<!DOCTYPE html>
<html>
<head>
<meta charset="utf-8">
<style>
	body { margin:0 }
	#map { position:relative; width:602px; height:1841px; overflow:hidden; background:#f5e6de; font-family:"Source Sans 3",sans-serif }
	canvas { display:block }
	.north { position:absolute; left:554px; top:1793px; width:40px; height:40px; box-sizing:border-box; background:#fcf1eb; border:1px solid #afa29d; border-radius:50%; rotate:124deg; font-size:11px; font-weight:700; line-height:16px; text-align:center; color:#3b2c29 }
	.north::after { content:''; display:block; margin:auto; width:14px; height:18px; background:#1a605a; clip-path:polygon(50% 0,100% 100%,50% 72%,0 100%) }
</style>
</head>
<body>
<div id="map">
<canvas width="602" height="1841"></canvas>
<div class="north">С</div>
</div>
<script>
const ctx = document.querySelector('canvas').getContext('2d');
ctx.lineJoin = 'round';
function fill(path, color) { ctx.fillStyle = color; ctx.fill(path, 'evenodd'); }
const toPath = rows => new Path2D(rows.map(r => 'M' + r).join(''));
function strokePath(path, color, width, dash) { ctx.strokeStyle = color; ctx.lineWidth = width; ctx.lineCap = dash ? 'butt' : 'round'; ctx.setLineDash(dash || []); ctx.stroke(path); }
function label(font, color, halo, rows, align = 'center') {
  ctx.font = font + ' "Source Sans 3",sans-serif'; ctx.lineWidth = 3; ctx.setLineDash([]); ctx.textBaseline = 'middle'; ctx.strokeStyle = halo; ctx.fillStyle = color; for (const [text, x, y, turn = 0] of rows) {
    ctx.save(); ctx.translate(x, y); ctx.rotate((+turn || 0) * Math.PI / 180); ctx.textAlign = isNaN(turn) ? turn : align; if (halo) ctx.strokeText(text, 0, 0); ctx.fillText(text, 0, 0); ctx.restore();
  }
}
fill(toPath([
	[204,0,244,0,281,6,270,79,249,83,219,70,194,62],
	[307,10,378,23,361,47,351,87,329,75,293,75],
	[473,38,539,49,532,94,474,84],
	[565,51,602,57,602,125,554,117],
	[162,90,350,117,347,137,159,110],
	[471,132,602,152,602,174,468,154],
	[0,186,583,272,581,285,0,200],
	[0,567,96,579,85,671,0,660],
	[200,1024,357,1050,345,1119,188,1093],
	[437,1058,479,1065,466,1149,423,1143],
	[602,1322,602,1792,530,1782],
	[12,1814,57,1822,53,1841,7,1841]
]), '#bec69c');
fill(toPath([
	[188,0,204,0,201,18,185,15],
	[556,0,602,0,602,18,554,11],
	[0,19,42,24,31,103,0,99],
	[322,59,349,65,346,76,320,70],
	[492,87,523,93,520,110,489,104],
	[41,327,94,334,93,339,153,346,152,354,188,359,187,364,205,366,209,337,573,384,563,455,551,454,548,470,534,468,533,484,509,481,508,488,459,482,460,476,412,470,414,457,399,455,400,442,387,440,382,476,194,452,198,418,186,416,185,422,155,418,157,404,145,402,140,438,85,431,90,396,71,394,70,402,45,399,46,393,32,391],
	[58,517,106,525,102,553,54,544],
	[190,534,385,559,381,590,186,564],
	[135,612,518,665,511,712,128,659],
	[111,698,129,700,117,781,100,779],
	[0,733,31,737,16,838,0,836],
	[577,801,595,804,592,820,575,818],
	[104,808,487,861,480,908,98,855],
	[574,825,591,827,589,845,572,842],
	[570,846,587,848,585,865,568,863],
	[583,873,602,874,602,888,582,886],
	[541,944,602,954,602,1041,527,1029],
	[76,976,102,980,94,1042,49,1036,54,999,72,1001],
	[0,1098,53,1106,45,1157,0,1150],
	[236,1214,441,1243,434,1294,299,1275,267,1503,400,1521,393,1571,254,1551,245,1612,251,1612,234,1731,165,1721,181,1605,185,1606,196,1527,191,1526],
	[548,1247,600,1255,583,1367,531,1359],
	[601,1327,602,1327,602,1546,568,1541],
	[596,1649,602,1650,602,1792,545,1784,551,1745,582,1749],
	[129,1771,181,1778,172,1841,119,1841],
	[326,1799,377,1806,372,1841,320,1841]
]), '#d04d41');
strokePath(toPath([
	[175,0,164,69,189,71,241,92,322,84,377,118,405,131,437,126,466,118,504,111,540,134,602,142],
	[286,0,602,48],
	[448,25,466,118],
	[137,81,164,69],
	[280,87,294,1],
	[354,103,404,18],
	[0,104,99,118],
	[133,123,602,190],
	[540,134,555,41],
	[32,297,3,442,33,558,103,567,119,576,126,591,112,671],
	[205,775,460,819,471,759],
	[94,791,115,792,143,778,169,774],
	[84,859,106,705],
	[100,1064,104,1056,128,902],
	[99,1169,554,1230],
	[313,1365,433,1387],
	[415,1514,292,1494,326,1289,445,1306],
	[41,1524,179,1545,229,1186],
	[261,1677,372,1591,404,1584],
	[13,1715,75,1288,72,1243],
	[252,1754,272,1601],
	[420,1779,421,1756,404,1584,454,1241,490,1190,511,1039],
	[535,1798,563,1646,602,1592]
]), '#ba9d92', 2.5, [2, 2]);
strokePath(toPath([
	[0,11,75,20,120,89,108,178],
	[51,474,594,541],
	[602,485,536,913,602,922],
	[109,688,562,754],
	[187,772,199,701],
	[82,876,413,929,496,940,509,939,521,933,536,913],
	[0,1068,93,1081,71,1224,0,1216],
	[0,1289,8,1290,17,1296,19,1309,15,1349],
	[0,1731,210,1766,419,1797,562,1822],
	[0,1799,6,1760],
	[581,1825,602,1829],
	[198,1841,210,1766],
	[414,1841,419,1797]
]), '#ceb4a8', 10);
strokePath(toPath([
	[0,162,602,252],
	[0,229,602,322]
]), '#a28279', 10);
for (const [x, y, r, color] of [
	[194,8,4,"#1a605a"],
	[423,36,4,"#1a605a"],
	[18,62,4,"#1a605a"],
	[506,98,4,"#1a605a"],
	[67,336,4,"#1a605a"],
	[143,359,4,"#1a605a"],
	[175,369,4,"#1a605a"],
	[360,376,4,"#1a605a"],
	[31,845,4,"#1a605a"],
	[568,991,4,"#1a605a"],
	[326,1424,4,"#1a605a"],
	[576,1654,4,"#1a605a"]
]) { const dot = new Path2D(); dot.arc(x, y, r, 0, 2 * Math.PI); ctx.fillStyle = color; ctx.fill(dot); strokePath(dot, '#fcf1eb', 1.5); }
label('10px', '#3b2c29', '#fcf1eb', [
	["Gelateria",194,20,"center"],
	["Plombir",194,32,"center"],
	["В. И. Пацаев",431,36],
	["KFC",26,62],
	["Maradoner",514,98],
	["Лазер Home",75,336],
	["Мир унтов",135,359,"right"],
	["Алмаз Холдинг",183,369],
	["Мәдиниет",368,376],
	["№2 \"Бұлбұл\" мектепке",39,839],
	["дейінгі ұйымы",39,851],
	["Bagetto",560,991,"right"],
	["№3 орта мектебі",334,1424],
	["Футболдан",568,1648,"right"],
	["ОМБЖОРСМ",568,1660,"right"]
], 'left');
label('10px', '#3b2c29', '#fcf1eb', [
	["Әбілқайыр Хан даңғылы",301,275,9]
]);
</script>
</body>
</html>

WORK TO BE COMPLETED:
Above are the entries. Copy exactly the part that opens with the line containing "position:absolute; left:554px; top:1793px;" and closes with the line containing "ctx.lineJoin = 'round';", and no more.

RESPONSE BOX:
	.north { position:absolute; left:554px; top:1793px; width:40px; height:40px; box-sizing:border-box; background:#fcf1eb; border:1px solid #afa29d; border-radius:50%; rotate:124deg; font-size:11px; font-weight:700; line-height:16px; text-align:center; color:#3b2c29 }
	.north::after { content:''; display:block; margin:auto; width:14px; height:18px; background:#1a605a; clip-path:polygon(50% 0,100% 100%,50% 72%,0 100%) }
</style>
</head>
<body>
<div id="map">
<canvas width="602" height="1841"></canvas>
<div class="north">С</div>
</div>
<script>
const ctx = document.querySelector('canvas').getContext('2d');
ctx.lineJoin = 'round';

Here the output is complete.